Dois anos atrás,?durante a posse de Juca Ferreira como ministro da Cultura – assumindo o posto comandado por Gilberto Gil ao longo de quase seis anos -, o presidente Lula comentou que a escolha do então secretário executivo da pasta para ser o novo ministro tinha sido uma coisa natural. “Eu observava que, cada vez que Gil viajava, seja a serviço ou para fazer seus shows Brasil e mundo afora, o Ministério continuava funcionando direitinho, sem problemas. Quando o Gil me pediu para sair, chamei exatamente o Juca, um camarada que já tomava conta da casa, para ser o ministro.” O comentário de Lula, feito durante um de seus já famosos e consagrados improvisos em discursos, refletia a realidade do Ministério da Cultura, onde o glamour de ter como ministro um dos artistas mais importantes do Brasil, era respaldado por um executivo que, mantendo sua baianidade intrínseca, exercia com eficiência o dia a dia e o desenvolvimento dos projetos imaginados pela dupla e por um staff multidisciplinar. “Gil era o outdoor, o aríete, o estandarte de um projeto cultural. Liderou os processos de enfrentamento com a inércia, com a manutenção do status quo, e eu tinha a tarefa de sistematizar esses processos. Gil plantou sementes de uma revolução nas políticas culturais brasileiras e agora estou colhendo os frutos dessa mesma agricultura”, afirma o ministro.

Exercendo alternadamente as funções de secretário executivo e ministro desde o começo do governo Lula, Juca acha que hoje, depois de quase oito anos de trabalho, os frutos da nova política cultural implantada no Brasil são cada vez mais perceptíveis. “Desde o começo, tinha-se a visão de dar prioridade às necessidades da população, de levar a cultura para todos”, lembra. Em um País com tantas desigualdades ainda existentes, parecia maluquice para muita gente.

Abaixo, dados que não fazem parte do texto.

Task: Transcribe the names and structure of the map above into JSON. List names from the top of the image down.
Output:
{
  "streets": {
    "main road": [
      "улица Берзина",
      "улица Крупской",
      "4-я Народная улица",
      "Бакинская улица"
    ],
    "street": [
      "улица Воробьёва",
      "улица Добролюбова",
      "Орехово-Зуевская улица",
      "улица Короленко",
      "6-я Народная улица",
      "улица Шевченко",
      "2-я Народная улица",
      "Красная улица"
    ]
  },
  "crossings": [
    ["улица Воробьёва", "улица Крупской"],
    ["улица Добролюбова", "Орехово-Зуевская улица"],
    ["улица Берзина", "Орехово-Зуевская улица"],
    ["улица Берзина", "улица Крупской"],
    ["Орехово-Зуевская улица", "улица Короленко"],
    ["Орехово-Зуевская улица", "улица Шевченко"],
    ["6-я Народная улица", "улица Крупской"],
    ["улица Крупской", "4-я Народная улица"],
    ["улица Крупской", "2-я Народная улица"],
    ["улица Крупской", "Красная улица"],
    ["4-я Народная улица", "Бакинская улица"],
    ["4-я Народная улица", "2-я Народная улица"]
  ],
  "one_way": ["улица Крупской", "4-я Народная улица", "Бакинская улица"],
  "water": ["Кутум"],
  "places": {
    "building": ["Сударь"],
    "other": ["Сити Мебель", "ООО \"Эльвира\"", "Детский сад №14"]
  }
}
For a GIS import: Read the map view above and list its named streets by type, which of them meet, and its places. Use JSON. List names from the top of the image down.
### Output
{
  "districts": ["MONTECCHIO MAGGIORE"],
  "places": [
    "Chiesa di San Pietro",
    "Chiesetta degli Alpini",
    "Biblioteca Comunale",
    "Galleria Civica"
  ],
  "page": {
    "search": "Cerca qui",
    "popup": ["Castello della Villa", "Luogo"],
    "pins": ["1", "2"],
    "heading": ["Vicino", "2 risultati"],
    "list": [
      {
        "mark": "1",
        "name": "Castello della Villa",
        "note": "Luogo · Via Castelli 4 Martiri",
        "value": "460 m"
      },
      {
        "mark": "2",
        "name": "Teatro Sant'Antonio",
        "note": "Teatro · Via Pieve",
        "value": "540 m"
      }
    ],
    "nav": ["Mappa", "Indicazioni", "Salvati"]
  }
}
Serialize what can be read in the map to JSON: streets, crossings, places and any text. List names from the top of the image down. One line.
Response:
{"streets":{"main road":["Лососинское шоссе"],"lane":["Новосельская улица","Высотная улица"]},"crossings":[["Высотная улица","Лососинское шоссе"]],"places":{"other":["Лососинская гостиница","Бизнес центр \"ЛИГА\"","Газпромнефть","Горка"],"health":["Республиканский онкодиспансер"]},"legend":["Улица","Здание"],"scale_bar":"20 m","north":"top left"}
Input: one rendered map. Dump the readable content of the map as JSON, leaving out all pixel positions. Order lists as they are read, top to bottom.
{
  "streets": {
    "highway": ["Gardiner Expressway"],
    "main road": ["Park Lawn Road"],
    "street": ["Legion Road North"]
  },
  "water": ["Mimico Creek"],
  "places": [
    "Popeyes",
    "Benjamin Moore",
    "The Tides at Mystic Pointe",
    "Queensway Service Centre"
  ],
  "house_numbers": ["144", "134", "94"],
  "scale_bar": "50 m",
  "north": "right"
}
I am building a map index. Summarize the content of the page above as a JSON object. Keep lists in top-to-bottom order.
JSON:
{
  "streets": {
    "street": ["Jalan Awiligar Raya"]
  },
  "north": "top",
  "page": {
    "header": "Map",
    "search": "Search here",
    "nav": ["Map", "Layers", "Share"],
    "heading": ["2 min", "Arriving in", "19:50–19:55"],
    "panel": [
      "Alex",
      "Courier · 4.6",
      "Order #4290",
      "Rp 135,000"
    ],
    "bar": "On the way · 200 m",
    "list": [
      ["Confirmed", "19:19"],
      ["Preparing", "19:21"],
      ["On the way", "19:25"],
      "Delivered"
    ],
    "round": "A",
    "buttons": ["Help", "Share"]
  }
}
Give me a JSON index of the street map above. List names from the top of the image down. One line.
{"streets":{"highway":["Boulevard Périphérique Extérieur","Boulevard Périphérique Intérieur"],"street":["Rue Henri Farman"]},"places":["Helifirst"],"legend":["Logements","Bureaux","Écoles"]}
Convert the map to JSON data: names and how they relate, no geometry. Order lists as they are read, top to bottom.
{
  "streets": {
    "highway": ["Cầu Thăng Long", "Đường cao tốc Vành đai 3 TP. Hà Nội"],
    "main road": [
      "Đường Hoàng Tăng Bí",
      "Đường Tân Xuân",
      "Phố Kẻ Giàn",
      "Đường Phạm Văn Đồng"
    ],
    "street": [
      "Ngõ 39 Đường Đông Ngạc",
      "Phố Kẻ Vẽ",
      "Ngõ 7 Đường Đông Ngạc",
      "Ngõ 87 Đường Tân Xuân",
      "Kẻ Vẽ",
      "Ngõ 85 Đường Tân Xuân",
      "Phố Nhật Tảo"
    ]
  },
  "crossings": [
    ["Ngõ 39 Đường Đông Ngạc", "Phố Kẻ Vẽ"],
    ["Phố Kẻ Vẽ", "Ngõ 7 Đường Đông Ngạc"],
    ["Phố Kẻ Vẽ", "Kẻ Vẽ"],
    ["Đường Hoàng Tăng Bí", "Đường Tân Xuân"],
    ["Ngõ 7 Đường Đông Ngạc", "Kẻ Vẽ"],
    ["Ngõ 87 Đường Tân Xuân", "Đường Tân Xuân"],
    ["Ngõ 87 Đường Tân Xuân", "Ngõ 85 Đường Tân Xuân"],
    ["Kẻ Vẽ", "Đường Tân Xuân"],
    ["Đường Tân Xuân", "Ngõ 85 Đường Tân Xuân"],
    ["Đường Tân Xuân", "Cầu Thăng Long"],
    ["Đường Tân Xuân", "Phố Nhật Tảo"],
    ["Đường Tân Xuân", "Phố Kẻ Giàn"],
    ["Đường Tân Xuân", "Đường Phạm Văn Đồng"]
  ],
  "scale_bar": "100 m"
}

Afinal de contas, Cultura, com “C” maiúsculo, sempre foi vista como algo inerente às classes mais favorecidas, que tinham repertório e dinheiro para apreciar e usufruir o que era oferecido. “Nós desenvolvemos o conceito de política pública, estimulando o desenvolvimento da produção simbólica, o desenvolvimento de uma economia cultural forte”, afirma Juca. Nesse processo, ao longo de oito anos, uma das metas era eliminar o que ele chama de fronteiras entre cultura erudita e cultura popular: “Fruto da visão de parte da elite que não tem relação com o real”. E o real, para o ministro, é a singularidade cultural do Brasil, um País de múltiplas identidades. “Nós somos latino-americanos, temos metade da população afrodescendente, somos europeus, temos mais descendentes de libaneses que o Líbano, a maior colônia japonesa fora do Japão, 30 milhões de descendentes de italianos, temos alemães, eslavos. Todos integrados por um país generoso, que incorpora suas culturas para produzir uma mistura única no mundo. É essa nossa maior riqueza e que temos de cultivar”, afirma.

Planejamento e execução
Para concretizar os sonhos, compartilhados com o presidente Lula e Gilberto Gil, o ministério comandado pelo baiano de ternos bem cortados, compensados pelo brinco na orelha e pelas meias multicoloridas, desenvolveu, além de projetos, como a criação dos Pontos de Cultura – pequenos polos culturais que podem funcionar em qualquer lugar onde haja espaço para uma minibiblioteca, um computador ligado à internet e um simples equipamento multimídia – espalhados por todo o Brasil, programas-fomento que, nos próximos anos, vão mudar o perfil do País. O projeto que Juca considera o principal motor de uma revolução cultural é o Vale Cultura. Em fase final de aprovação no Congresso Nacional, prevê a distribuição, por cartão magnético, de R$ 60 mensais a 14 milhões de famílias de baixa renda para compra ou consumo de produtos culturais, como livros, revistas, entradas para cinema e teatro, etc. “Isso vai significar um volume de nada menos que R$ 7 bilhões por ano, injetados na economia por meio do consumo cultural. Isso é dinheiro em qualquer parte do mundo”, enfatiza Juca Ferreira.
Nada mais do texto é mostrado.